Bennetts and Allen hope to help the Victim Center open a new chapter that includes mutual respect among all of the partners in the building.

“We all have the same mission,” Allen said. “And I know we sometimes have different policies and procedures on getting to the mission, but that we have respect for each other is very important.”

Allen succeeds Jean Fisher as executive director of the center. Fisher retired in 2021.

Trina Allen, the new executive director of the Ada County Victims Services Center, started her journey helping victims of crimes as a dispatcher for Payette County. She worked there while she raised her children as a single mother.
Trina Allen, the new executive director of the Ada County Victims Services Center, started her journey helping victims of crimes as a dispatcher for Payette County. She worked there while she raised her children as a single mother.
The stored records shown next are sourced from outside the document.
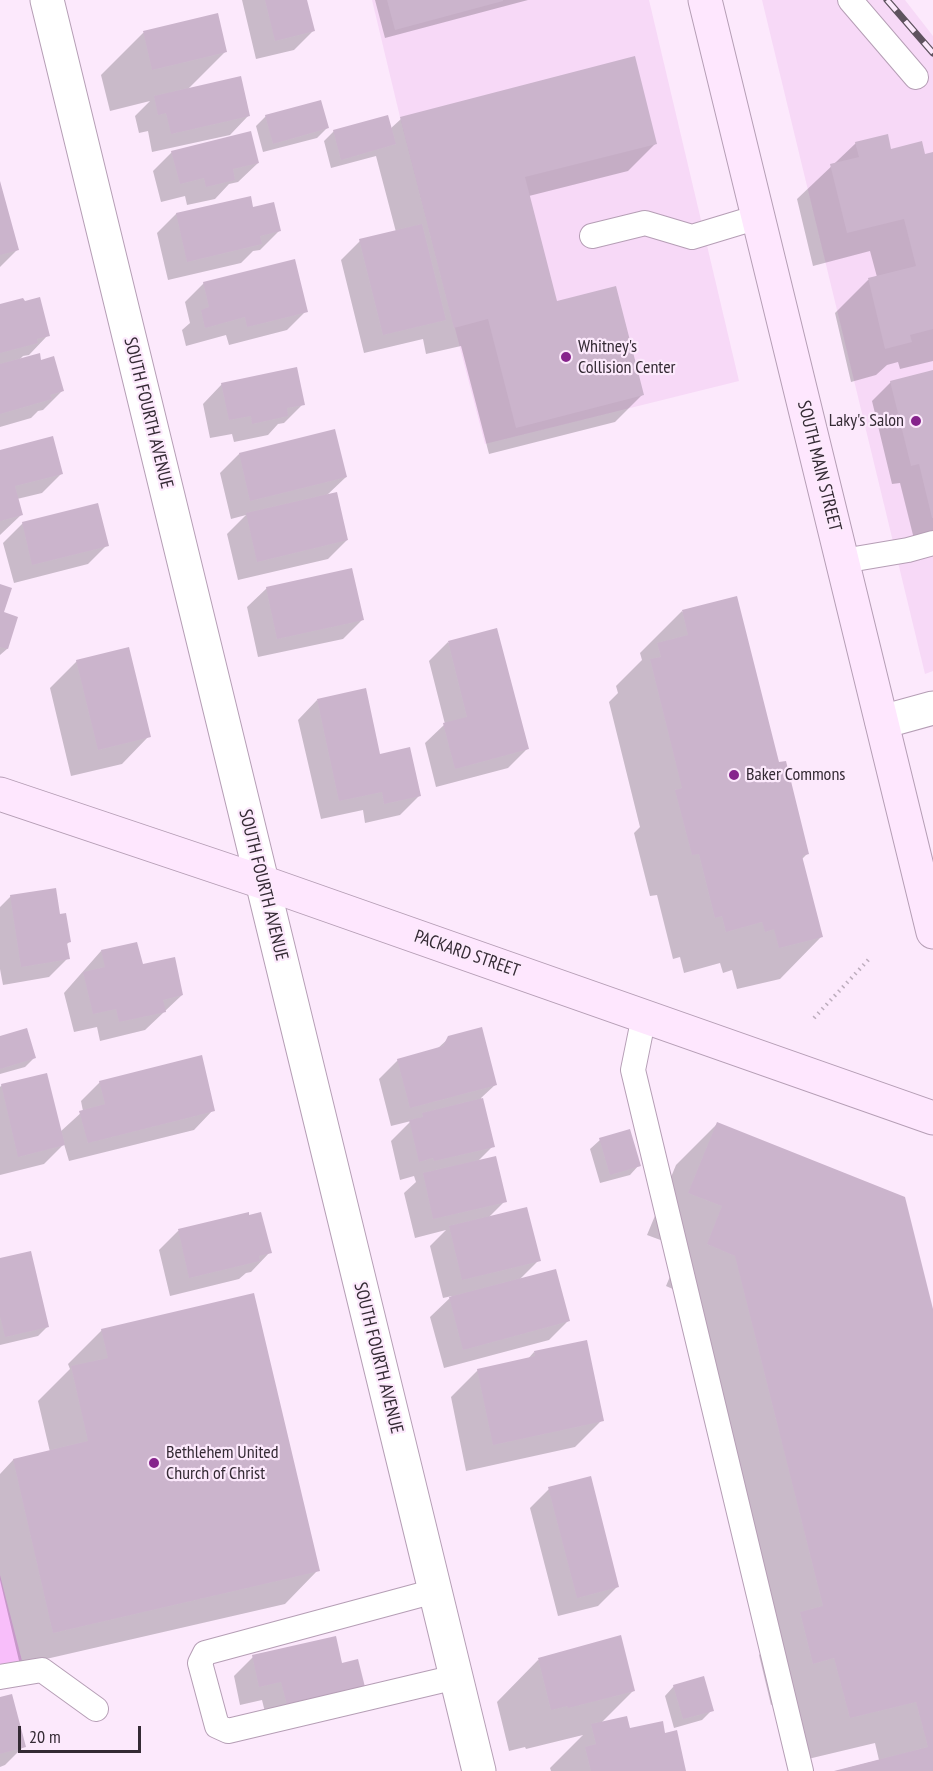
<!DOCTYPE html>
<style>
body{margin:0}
#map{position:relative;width:933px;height:1771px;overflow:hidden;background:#fce9fc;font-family:"PT Sans Narrow",sans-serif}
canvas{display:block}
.scale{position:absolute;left:18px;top:1726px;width:123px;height:27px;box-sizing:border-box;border:3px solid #342a34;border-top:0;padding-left:8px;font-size:18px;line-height:21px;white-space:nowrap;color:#342a34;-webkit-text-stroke:4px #fce9fc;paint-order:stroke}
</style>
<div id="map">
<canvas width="933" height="1771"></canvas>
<div class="scale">20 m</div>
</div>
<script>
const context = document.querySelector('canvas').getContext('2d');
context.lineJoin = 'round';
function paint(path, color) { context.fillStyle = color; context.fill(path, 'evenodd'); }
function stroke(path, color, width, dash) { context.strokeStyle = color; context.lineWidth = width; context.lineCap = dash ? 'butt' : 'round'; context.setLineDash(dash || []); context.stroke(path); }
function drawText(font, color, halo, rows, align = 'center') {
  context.font = font + ' "PT Sans Narrow",sans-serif'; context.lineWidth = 4.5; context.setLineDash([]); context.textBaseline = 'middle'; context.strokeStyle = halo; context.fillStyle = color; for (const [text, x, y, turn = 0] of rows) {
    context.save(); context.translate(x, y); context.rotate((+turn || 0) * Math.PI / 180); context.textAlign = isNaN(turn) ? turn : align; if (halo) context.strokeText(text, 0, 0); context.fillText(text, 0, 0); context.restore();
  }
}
const built = new Path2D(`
 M372,0H649L739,381L485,444L400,117Z
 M762,0H905L933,36V671L925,674Z`);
const green = new Path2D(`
 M0,1575L22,1661L0,1667Z`);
const shadow = new Path2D(`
 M242,0H306L313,31L294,50L256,59Z
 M375,0H528L385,38Z
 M217,15L225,52L187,90L249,115L230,135L152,152L148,131L139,133L135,116L150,101L110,111L101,75L143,33Z
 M266,116L327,128L317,138L263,152L256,126Z
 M401,119L655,144L628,171L529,196L556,303L643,394L615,422L489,454L461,346L426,354L423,339L364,353L341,260L360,241L396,232L376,156L331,168L324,141L334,131L390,129Z
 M856,143L924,156L933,154V361L900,369L898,362L887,365L876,375L851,382L835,313L868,280L877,277L870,251L813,266L797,199Z
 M172,152L258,163L238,182L229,184L215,199L187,205L185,196L161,202L153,171Z
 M0,186L17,250L0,267Z
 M252,209L279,231L260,250L253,251L241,263L168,280L157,233L176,214Z
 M204,283L306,311L287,330L229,345L226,335L186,346L182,330L190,323L185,302Z
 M0,306L48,335L29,355L23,356L18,361L40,362L62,391L43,410L38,411L31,418L0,427Z
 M933,372V534L914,539L900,483L892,484L872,401L891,382Z
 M222,384L303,404L284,423L278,424L268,435L234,442L232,434L210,438L203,404Z
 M0,451L61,474L42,493L17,499L21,515L0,535Z
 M239,454L346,477L326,496L347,540L328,559L238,580L227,534L246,515L231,519L220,473Z
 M23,523L107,545L88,564L14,583L3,543Z
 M0,586L7,649L0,655Z
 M267,588L362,620L343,639L258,657L247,607Z
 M682,611L778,764L808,853L802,859L821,937L780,979L737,989L732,970L723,973L720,963L684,973L680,957L673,959L657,895L650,896L634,833L640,827L609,702L618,693L616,686L642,660L640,653Z
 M448,642L527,749L508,768L436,787L425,743L445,724L429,661Z
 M77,661L149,736L122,764L71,776L50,688Z
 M317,700L379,755L419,796L400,815L365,823L363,810L321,819L298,720Z
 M11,896L59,915L69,942L66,945L68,958L49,977L3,985L0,969V907Z
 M101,951L142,966L182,995L145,1030L100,1041L97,1027L74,1032L64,993Z
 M0,1037L34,1058L25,1067L0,1074Z
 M449,1038L495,1085L481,1098L493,1146L478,1161L505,1201L489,1217L539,1260L519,1280L568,1321L549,1340L444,1368L430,1317L452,1296L443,1298L430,1246L446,1230L415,1238L404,1193L416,1182L414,1176L400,1180L391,1141L411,1121L391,1126L379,1079L398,1060L437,1049Z
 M100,1082L213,1110L194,1130L69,1161L64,1144L44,1164L0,1175V1087L2,1085L60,1132L83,1111L81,1101Z
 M718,1123L933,1315V1771H836L879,1760L875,1743L808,1759L793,1699L771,1705L759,1655L779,1635L693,1298L666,1286L682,1248L647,1235L676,1165Z
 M600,1140L639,1165L630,1175L600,1183L590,1149Z
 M247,1214L270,1252L251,1272L246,1273L239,1279L170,1296L159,1250L178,1231Z
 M0,1260L48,1326L38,1336L0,1345Z
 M102,1330L318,1570L285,1604L20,1665L0,1580V1474L13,1460L50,1452L38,1401L70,1369L68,1364Z
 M534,1352L602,1420L575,1447L466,1471L451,1397L478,1370L527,1360Z
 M549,1489L617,1587L598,1606L558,1616L530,1508Z
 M253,1657L341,1664L269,1728L262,1700L240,1705L234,1676Z
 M538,1660L633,1691L600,1724L664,1735L684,1771H551L550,1768L583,1735L526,1749L525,1747L509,1751L497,1702Z
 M674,1686L712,1710L702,1720L674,1728L665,1696Z
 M0,1699L24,1746L5,1765L0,1767Z`);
const building = new Path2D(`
 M265,0H307L315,31L275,41Z
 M387,0H503V1L395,30Z
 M218,13L227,52L152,70L143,31Z
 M635,56L657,144L525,177L557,301L616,286L644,395L516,428L488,319L454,328L400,117Z
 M241,76L250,116L171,134L166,113L158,115L154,96Z
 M321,100L329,128L273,144L265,115Z
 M388,115L396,144L341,160L333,130Z
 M251,131L259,163L233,169L235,180L206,187L204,178L180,184L171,151Z
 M888,134L891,149L922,141L925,154L933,152V329L910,335L912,342L885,349L868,278L916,266L904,219L847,233L830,164L859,157L855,142Z
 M0,181L19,250L0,255Z
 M251,196L253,207L274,202L281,231L260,236L262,244L187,262L176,213Z
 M422,224L446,320L383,335L359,239Z
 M295,259L308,312L247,327L245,317L205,328L201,310L209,307L203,282Z
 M40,297L50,336L37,339L38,343L0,353V304L23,298L25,301Z
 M40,353L41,360L54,356L64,391L50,395L52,399L0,414V364Z
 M297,367L305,405L287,408L288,416L252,424L251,416L229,420L221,383Z
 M933,370V518H932L919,464L911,466L890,381Z
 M335,429L347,477L250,501L239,453Z
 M53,436L63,474L15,486L23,515L0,521V450Z
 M337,492L348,540L257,562L246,513Z
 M98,503L109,546L32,565L22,522Z
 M352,568L364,620L277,639L266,587Z
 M0,584L12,588L4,612L18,617L8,649L0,647Z
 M737,596L779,762L786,761L809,854L802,856L823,937L779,948L774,929L765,932L762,922L726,932L722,916L715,918L699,854L692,855L675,790L682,788L650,659L661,657L657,643L688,635L682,610Z
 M497,628L529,749L455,769L443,723L467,717L448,641Z
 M129,647L151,737L98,750L76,660Z
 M366,688L380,754L410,747L421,796L384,804L382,792L339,801L317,699Z
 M56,888L60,914L66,913L71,942L67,943L70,959L21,967L10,895Z
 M137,942L143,964L175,957L183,995L163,1000L166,1012L119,1022L116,1009L93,1014L83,972L105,967L101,950Z
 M482,1027L497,1085L410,1108L397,1059L443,1046L448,1036Z
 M27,1028L36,1058L0,1069V1036Z
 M202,1055L215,1111L88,1143L79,1111L105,1104L99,1081Z
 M47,1073L65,1145L18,1157L1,1084Z
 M483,1098L495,1147L434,1161L433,1158L419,1162L409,1120L423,1117L422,1113Z
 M717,1122L905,1197L933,1309V1771H834L928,1747L916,1702L850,1718L834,1658L813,1664L800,1612L823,1606L735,1256L707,1244L722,1206L688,1193Z
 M630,1129L641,1166L610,1175L599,1138Z
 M496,1156L507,1202L433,1219L423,1173Z
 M527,1207L541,1261L462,1280L449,1226Z
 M249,1212V1215L261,1212L272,1253L259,1256L260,1261L189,1278L178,1229Z
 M31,1251L49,1327L5,1337L0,1316V1258Z
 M556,1269L570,1321L463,1350L449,1297Z
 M254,1293L320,1571L53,1633L13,1459L88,1441L71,1366L108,1358L101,1329Z
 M587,1340L604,1421L493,1445L477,1369L535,1356L534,1351Z
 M591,1476L619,1587L577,1598L548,1487Z
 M621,1635L635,1691L568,1708L567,1706L551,1710L538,1658Z
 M336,1636L342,1663L358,1659L366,1691L288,1709L281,1682L259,1687L252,1655Z
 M704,1676L714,1711L683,1719L673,1685Z
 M12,1694L26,1747L0,1754V1697Z
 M627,1716L630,1728L663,1721L665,1733L677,1730L686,1771H591L585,1747L596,1744L591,1724Z`);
const path = new Path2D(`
 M814,1018L871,957`);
const service = new Path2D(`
 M850,0L916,77
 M592,236L645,223L692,237L758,217
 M843,561L908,550L933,543
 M644,1016L633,1070L801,1771
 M435,1591L205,1653L200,1663L217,1726L228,1731L456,1677
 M0,1677L42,1670L96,1709`);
const minor = new Path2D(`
 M882,722L933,708`);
const tertiary = new Path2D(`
 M47,0L479,1771`);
const secondary = new Path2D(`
 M705,0L933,932
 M0,794L262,882L933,1118`);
const rail = new Path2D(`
 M887,0L933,53`);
const markers = [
 [566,357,6,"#86238c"],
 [916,421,6,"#86238c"],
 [734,775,6,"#86238c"],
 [154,1463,6,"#86238c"]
];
const poiNames = [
 ["Whitney's",578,347],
 ["Collision Center",578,368],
 ["Laky's Salon",904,421,"right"],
 ["Baker Commons",746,775],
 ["Bethlehem United",166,1453],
 ["Church of Christ",166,1474]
];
const streetNames = [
 ["SOUTH FOURTH AVENUE",148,413,76],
 ["SOUTH MAIN STREET",819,466,76],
 ["SOUTH FOURTH AVENUE",263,885,76],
 ["PACKARD STREET",467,954,19],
 ["SOUTH FOURTH AVENUE",378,1358,76]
];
paint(built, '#f7d9f7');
paint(green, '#f8befa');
paint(shadow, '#0003');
paint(building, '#cbb4cc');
stroke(service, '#b59eb5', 26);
stroke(minor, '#b59eb5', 35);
stroke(tertiary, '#b59eb5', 35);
stroke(secondary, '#b59eb5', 35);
stroke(path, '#bdadbd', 4, [1.5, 4.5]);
stroke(service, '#fff', 24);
stroke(minor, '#fff', 33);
stroke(tertiary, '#fff', 33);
stroke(secondary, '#fee7fe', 33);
stroke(rail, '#5f535f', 7);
stroke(rail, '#fce9fc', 4.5, [14]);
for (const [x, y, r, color] of markers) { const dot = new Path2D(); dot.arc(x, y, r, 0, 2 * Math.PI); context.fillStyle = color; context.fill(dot); stroke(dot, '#fce9fc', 2); }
drawText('18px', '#342a34', '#fce9fc', poiNames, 'left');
drawText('18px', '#342a34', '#fce9fc', streetNames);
</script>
Allen is a licensed clinical social worker. She worked for CARES with St. Luke’s for the last six years, which is located inside the Ada County Victim Services Center.

One of the first cases Bennetts prosecuted with Ada County was a homicide case with a 21-year-old victim, she said.

“From then on it really fueled my passion for serving victims and ensuring that the process is one of respect and dignity and really enforces the victim’s constitutional rights and statutory rights,” Bennetts said.

The Ada County Victim Center is open 24 hours, seven days a week to anyone needing assistance. It is located at 417 S. 6th St. in Boise.